22日に訪問した愛知県豊田市の視察テーマは、「地域自治区制度と地域自治システム」です。
■地域自治区制度とは、住民自治の充実の観点からH16年の地方自治法改正で創設されたもので(地方自治法第202条の4)、市町村長の権限に属する事務を分掌させ、及び地域の住民の意見を反映させつつこれを処理させるため設置する自治・行政組織の一つです。審議機関として住民の代表らで構成する地域協議会を設置し事務所を設けるものとされます。全国では15の自治体で導入されており、県内では飯田市・伊那市で導入されました。
旧合併市町村のみに対応する合併特例による地域自治区もあり、全国では30自治体で導入されています。
因みに、長野市は合併段階で合併特例による「地域自治区」は設けず、新市の一体感を醸成すること重きを置き「地域審議会」で対応しました。
■豊田市では、「市民と行政の共働によるまちづくり」を掲げ、H17年に「豊田市まちづくり基本条例」(自治基本条例に相当)を制定し、都市内分権を推進する観点、すなわち市長の権限をより住民に近いところに移し、地域のことは地域で決められる地域社会を目指す観点から「地域自治区条例」を同時に制定しました。
「協働」ではなく「共働」としているところがミソとのこと。「共働」は「市民と行政が協力して働く(動く)=協働だけでなく、市民と行政が“共に働き、共に行動する”ことでよりよいまちを目指すこと」と定義付けされています。
12の地域自治区(旧合併町村6・旧豊田市内6)を設置し、支所に地域自治区事務所を併設、そのもとに、地域住民の多様な意見を集約し調整して市の政策に反映させるための審議機関として、中学校区単位に27の地域協議会(豊田市の場合は地域会議)を設置しています。
27の地域会議の委員は、自治区や各種公共的団体から推薦された委員及び公募委員ら20名以内で構成され、無報酬・任期2年の非常勤職員(地方公務員)と位置付けられ、地域意見の集約と調整を役割とします。

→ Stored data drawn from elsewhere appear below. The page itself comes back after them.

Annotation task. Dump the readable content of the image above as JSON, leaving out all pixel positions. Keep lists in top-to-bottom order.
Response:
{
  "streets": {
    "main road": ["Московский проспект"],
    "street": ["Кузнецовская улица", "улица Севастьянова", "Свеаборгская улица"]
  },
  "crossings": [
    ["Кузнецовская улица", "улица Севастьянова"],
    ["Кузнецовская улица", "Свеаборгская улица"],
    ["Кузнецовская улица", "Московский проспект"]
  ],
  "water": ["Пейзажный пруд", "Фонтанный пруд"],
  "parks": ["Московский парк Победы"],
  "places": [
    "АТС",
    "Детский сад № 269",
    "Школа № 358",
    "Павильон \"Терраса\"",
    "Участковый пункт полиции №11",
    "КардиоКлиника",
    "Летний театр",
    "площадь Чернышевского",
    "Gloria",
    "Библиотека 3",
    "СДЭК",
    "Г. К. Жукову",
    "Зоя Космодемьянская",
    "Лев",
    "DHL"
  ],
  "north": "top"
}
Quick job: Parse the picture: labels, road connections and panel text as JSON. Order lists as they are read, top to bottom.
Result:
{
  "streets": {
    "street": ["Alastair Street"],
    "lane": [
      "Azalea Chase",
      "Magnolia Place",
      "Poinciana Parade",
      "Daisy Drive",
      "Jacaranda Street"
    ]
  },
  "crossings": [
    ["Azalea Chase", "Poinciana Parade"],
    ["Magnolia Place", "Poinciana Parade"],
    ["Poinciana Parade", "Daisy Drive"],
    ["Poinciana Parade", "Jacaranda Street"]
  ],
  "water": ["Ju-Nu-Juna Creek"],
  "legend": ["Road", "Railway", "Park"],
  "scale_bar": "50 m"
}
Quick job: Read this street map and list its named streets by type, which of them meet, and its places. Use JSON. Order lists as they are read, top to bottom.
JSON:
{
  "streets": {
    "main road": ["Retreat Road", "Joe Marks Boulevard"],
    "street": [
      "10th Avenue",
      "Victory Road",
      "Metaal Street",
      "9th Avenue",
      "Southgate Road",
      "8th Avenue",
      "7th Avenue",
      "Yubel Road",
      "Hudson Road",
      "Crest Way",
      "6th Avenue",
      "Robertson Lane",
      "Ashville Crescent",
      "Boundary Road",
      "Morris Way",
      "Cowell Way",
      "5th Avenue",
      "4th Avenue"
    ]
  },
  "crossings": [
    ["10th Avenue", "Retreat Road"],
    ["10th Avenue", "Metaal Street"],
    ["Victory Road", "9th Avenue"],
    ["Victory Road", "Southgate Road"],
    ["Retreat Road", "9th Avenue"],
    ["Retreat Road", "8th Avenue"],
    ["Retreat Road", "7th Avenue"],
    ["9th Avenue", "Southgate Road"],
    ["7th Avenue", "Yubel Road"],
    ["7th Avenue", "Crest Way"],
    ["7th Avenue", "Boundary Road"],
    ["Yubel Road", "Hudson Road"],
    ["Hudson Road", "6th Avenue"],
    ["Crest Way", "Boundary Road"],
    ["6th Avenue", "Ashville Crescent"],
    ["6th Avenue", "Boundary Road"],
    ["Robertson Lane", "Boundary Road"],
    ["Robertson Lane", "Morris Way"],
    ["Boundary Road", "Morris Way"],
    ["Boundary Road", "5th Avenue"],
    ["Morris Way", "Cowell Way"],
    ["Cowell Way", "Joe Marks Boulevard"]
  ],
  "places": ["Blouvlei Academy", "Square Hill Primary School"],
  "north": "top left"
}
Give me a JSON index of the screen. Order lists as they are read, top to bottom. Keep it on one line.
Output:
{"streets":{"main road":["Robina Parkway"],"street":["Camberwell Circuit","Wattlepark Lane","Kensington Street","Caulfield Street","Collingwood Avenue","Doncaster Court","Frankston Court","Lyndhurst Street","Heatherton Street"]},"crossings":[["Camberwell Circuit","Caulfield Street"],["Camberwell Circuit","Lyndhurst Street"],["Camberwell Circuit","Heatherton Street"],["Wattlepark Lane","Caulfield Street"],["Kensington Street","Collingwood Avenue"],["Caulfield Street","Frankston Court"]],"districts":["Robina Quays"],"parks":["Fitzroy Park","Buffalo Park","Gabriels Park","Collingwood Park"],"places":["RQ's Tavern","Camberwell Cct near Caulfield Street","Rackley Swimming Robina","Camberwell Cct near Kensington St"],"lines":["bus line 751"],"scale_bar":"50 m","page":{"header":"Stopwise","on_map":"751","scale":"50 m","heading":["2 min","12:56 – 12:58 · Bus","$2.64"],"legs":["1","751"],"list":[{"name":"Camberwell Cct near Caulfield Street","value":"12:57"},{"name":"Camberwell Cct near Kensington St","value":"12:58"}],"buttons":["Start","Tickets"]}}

【参考】豊田市「都市内分権の推進 地域自治区制度と地域自治システム」のページ
豊田市「地域自治システムのパンフレット」
■地域の課題を住民が主体となって解決する施策として、「わくわく事業」と「地域予算提案事業」が設けられています。
「わくわく事業」は、地域住民が“住みやすい地域づくり”に向け、人・文化・自然などの地域資源を活用し、主体的に取り組む事業を支援する補助金制度で、地域会議ごとに年間500万円を予算化しています。具体的な事例として、「高橋おせんしょ(おせっかい、世話好きの意)の会」の草刈りやペンキ塗りなど高齢者、障害者への作業奉仕が紹介されました。
長野市における「地域やる気支援補助金」(住自協対象)や「ながのまちづくり活動支援事業補助金」(市民グループやNPO対象)に似た制度です。
予算上は500万円×27地域会議=1億3500万円ですが、H25年度決算では280件で焼く約8,500万円、平均1件当たり約30万円の補助となるようです。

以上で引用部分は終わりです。